Sockeye are beautiful fish that are easy to spot with their brightly reddish sides and their blue-black head. Most sockeye will range in length from 18 inches to just over 30 inches. They can typically weigh up to 15 pounds with a few trophy Sockeye Salmon cresting the 15 pound mark.
Where to fish for Sockeye Salmon in Alaska?
The area around Bristol Bay offers some of the heaviest runs of Sockeye. The major rivers include the Nushagak, Naknek, the Kvichak, and the Egegik rivers as well as their tributaries. Which river you pick is not as important as where you fish within the river you are on. Sockeye have developed ways to conserve energy and, since their spawning run is the last run they will make, it is important that they reach their spawning grounds. Given that, they usually don't bite flies when the fish are lying thick in the water and you could reach down with your hand and pick up the one you want. The reason for this is the same reason that geese fly in a V formation, the lead fish spends the most energy while the ones behind are conserving energy.
Where you want to find them is in the fastest moving water such as a ripple. Once you find a spot, then you don't have to move too much to keep catching them because Sockeye also line up when they are facing fast moving water. When they are in the faster moving water, they are more prone to snap and strike a fly. Sockeye salmon are known to strike flies that are just about at their eye level, so the fly should be down in the water at their level. Consider using a heavy type sinking fly with a 4 foot leader and enough weight to keep it down but bouncing along the bottom.
What are the best flies for sockeye?
For king and silver salmon we usually use larger flies like the articulated leech flies in bright colors. For sockeye try a medium sized fly 4-8. The Copper Swan is a good example of a sockeye fly. The sockeye flies are different from the flies for the larger salmon. Not only are they smaller, they are not usually a bright. A good multi-colored fly, which is darker in color, works well. When the Sockeye are in the river, the air is full of mayflies, stoneflies, and even damselflies. These are small bodied insects with big wings. The females of these insect species dot the water laying eggs, and they sometimes get caught in the water and sink. That is what the Sockeye will strike at as they queue up to head upstream.

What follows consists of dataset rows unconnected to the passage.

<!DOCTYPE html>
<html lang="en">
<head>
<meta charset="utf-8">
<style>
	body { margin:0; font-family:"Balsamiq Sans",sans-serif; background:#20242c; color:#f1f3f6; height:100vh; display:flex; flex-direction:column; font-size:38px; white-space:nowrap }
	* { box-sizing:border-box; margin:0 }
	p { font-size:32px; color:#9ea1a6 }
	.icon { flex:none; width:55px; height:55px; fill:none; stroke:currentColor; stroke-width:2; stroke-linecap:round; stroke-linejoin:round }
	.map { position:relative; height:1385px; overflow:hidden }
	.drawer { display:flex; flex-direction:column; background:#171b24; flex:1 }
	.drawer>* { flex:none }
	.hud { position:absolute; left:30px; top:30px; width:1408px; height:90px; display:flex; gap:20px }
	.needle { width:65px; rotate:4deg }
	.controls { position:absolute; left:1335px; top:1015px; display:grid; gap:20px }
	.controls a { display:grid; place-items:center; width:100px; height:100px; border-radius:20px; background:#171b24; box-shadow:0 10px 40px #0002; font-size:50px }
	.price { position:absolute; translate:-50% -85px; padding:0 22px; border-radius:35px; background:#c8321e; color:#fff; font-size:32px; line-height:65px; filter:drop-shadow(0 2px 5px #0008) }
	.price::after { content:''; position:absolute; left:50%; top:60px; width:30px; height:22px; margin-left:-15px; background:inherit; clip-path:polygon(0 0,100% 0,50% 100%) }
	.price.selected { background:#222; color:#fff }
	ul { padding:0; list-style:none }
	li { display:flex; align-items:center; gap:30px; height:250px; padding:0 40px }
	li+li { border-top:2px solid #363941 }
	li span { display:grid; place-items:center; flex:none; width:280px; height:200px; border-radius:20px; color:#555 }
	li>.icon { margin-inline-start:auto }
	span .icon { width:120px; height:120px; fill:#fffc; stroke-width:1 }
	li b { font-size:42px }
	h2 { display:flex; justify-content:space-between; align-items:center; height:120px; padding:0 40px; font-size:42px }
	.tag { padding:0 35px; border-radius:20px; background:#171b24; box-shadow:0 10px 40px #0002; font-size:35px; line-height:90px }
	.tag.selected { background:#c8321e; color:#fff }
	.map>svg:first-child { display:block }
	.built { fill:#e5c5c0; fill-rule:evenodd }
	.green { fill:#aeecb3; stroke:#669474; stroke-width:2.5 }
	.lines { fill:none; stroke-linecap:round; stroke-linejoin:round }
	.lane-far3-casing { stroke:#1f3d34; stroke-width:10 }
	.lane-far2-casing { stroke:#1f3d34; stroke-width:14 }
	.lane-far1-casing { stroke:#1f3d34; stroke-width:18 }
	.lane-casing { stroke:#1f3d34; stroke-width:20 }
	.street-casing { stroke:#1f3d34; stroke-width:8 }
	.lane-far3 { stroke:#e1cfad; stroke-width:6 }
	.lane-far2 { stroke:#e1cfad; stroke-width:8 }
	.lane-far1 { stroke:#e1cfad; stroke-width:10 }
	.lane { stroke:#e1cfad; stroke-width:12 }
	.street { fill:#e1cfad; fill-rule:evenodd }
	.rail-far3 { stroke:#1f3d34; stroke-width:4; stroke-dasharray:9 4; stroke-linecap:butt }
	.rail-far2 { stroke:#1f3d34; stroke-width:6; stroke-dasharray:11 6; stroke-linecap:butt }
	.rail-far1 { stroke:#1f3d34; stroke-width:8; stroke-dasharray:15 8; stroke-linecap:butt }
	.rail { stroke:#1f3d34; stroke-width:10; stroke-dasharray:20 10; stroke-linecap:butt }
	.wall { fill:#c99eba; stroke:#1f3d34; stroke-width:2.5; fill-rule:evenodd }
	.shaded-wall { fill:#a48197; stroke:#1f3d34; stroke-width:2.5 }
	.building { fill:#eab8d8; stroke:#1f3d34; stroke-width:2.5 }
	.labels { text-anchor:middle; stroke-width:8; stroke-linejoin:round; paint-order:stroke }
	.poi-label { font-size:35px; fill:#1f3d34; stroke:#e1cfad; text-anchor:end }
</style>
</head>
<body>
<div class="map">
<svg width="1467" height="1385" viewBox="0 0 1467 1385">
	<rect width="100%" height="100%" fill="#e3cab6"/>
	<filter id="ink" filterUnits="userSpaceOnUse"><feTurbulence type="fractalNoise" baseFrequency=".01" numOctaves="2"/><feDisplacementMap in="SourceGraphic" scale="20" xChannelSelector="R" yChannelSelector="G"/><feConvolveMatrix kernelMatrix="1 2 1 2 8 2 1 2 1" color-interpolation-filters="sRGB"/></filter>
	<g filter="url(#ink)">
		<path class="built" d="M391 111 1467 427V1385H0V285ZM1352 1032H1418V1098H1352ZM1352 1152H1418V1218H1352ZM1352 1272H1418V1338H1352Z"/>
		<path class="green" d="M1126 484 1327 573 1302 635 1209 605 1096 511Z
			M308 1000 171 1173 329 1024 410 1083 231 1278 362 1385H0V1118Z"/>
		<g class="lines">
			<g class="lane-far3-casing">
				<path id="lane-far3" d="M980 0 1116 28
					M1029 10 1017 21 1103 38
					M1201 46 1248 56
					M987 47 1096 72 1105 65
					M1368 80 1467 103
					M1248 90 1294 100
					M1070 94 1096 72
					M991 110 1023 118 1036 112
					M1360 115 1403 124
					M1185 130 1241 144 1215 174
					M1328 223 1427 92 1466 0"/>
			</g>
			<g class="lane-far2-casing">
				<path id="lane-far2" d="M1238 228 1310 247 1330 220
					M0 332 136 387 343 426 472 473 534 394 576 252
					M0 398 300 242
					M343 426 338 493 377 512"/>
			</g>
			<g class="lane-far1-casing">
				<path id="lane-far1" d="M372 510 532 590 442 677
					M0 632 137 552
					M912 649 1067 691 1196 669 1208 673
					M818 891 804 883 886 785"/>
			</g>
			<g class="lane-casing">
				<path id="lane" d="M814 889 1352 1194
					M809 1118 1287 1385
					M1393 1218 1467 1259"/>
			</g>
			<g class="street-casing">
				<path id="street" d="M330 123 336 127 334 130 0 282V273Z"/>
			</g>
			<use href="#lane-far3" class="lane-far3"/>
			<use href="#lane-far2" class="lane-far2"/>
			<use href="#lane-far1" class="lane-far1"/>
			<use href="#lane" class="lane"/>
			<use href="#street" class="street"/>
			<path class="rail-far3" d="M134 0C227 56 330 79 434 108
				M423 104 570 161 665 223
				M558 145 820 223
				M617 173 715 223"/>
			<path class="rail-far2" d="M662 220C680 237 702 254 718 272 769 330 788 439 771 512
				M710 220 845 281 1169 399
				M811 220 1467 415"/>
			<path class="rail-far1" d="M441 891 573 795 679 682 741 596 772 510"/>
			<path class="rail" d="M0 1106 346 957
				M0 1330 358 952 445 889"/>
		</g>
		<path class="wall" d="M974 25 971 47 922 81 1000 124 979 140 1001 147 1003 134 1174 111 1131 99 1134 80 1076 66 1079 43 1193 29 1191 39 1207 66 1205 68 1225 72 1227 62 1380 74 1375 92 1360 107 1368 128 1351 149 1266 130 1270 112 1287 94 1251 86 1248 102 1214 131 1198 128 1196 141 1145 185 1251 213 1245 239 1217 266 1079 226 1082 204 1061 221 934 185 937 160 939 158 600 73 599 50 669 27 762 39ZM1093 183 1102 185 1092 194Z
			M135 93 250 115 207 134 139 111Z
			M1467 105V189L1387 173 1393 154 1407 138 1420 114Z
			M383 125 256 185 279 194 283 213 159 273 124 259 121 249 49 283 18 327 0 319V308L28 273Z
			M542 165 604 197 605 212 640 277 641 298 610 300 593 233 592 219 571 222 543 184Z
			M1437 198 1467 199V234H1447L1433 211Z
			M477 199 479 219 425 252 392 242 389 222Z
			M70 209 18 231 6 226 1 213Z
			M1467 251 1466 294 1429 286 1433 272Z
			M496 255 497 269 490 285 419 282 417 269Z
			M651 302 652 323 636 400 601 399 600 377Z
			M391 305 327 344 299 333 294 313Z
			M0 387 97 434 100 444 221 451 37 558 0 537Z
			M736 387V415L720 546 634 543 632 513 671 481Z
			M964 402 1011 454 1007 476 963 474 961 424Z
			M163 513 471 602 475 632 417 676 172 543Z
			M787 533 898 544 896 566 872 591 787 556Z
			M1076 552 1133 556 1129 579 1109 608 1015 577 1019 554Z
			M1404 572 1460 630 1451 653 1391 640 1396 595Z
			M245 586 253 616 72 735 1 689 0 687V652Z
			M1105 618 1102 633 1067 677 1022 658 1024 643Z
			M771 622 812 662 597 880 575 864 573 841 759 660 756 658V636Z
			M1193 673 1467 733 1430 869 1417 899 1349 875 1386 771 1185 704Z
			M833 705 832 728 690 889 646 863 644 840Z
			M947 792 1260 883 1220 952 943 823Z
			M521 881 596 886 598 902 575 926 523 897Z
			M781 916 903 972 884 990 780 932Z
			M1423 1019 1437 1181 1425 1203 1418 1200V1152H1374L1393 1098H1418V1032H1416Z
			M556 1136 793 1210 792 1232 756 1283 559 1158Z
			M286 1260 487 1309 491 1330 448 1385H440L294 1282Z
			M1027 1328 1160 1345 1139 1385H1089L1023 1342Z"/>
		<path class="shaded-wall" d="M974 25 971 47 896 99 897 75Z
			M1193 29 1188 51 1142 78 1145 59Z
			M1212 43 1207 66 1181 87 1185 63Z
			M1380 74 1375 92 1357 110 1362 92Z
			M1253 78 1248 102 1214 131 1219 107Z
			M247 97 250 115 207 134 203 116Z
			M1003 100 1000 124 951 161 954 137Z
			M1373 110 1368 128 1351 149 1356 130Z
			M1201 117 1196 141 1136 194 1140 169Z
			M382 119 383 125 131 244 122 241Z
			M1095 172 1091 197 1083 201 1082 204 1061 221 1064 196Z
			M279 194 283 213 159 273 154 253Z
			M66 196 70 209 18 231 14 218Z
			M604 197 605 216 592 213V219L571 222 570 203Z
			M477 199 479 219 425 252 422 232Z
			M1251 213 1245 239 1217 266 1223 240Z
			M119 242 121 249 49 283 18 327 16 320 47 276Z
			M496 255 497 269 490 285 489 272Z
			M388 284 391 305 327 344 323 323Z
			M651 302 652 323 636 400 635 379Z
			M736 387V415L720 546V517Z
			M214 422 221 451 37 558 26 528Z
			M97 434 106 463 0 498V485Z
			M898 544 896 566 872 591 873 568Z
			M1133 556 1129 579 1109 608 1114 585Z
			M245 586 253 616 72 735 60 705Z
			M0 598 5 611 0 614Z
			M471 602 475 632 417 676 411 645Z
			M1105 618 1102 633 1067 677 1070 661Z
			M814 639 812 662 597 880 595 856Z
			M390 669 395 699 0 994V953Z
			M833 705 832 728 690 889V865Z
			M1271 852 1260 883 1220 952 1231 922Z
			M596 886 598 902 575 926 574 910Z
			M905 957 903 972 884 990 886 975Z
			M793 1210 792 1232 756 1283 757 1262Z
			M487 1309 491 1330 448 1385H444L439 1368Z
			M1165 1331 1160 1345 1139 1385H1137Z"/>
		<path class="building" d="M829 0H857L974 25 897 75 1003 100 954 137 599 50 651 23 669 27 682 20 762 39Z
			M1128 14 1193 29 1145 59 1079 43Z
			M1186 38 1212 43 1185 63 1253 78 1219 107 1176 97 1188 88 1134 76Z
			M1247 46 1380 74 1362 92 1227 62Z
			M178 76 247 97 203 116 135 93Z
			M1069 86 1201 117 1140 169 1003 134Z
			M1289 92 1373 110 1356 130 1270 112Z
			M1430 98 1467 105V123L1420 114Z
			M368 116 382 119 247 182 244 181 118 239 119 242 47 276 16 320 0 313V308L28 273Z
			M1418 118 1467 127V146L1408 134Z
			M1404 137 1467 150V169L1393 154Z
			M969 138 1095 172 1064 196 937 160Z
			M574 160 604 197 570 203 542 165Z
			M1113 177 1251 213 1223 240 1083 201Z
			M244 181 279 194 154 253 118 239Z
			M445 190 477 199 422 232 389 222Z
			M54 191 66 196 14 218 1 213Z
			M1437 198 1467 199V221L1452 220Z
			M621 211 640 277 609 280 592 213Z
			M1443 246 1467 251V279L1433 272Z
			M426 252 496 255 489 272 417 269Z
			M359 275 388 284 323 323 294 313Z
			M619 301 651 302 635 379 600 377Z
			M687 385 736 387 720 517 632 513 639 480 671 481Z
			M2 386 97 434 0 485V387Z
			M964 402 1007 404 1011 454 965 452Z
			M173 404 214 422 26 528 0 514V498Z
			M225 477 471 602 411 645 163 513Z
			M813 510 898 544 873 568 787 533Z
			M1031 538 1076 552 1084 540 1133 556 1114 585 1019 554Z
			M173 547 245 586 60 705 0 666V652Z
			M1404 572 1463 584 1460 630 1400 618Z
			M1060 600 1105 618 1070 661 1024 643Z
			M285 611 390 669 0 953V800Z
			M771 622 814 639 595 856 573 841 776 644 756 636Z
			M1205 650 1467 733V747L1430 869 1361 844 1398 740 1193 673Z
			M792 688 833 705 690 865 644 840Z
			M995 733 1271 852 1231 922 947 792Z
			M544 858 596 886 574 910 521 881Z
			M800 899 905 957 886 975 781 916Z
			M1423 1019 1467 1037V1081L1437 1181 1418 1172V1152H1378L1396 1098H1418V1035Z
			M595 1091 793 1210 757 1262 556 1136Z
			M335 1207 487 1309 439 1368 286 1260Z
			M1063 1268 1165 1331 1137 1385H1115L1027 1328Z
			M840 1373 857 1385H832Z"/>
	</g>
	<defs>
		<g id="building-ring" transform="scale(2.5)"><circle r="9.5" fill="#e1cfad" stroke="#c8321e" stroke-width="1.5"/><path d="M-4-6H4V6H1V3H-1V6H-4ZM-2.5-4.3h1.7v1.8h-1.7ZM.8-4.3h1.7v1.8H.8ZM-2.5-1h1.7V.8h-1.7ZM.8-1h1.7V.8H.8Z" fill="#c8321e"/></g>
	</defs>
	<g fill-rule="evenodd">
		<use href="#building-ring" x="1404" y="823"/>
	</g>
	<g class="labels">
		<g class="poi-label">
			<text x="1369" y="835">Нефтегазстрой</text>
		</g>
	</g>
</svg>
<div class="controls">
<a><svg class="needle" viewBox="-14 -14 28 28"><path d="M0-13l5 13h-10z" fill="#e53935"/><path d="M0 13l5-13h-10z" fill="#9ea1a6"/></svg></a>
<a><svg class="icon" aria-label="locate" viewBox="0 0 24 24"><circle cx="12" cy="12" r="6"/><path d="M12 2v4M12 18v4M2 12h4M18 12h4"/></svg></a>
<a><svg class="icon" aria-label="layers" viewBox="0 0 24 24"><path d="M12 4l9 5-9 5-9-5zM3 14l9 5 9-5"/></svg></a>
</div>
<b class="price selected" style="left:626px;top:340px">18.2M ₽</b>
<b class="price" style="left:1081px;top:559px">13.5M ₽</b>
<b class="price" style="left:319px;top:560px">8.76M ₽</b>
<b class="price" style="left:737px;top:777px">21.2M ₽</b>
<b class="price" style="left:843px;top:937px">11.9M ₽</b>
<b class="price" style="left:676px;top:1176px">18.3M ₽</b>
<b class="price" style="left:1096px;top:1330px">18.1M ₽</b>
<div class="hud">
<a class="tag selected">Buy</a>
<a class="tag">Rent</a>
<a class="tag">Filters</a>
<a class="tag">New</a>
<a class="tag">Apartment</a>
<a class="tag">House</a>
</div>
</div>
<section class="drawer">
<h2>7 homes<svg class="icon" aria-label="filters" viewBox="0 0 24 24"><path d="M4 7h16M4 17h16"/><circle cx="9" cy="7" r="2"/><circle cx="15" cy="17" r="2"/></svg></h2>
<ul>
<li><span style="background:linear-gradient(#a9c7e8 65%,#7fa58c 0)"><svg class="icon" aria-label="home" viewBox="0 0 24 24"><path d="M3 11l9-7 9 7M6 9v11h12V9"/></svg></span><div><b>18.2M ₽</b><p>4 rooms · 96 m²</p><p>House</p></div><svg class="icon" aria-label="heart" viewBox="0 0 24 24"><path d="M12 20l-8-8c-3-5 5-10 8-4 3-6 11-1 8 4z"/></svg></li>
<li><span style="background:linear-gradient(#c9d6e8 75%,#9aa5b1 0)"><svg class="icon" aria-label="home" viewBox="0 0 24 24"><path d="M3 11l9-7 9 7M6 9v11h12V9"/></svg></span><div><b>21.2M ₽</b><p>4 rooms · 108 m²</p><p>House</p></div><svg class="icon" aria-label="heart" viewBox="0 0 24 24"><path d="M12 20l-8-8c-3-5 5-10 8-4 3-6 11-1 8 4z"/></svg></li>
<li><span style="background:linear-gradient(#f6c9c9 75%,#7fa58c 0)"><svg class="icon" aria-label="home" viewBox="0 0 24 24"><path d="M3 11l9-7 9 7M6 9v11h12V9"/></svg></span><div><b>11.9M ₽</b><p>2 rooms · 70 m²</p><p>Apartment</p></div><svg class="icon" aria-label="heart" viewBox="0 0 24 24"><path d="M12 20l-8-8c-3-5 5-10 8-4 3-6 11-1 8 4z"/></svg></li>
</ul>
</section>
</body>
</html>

So how do you choose which fly to use? A good tip for fishing for any kind of fish is to approach the river and spend five to ten minutes just looking. What you are looking for is how the river is moving, what the water looks like and what insects are buzzing about. The color and size of what you see flying about is exactly what you should choose in a fly. That is what the fish are used to seeing and that is one of the tricks to how you get the sockeye to strike your fly. Fishing for sockeye is quite a bit different than fishing for silvers or king salmon. A good tip is to ask your guide what's been working. The guides usually know the local waters well and they understand how seasonal changes can affect the fishing in that area.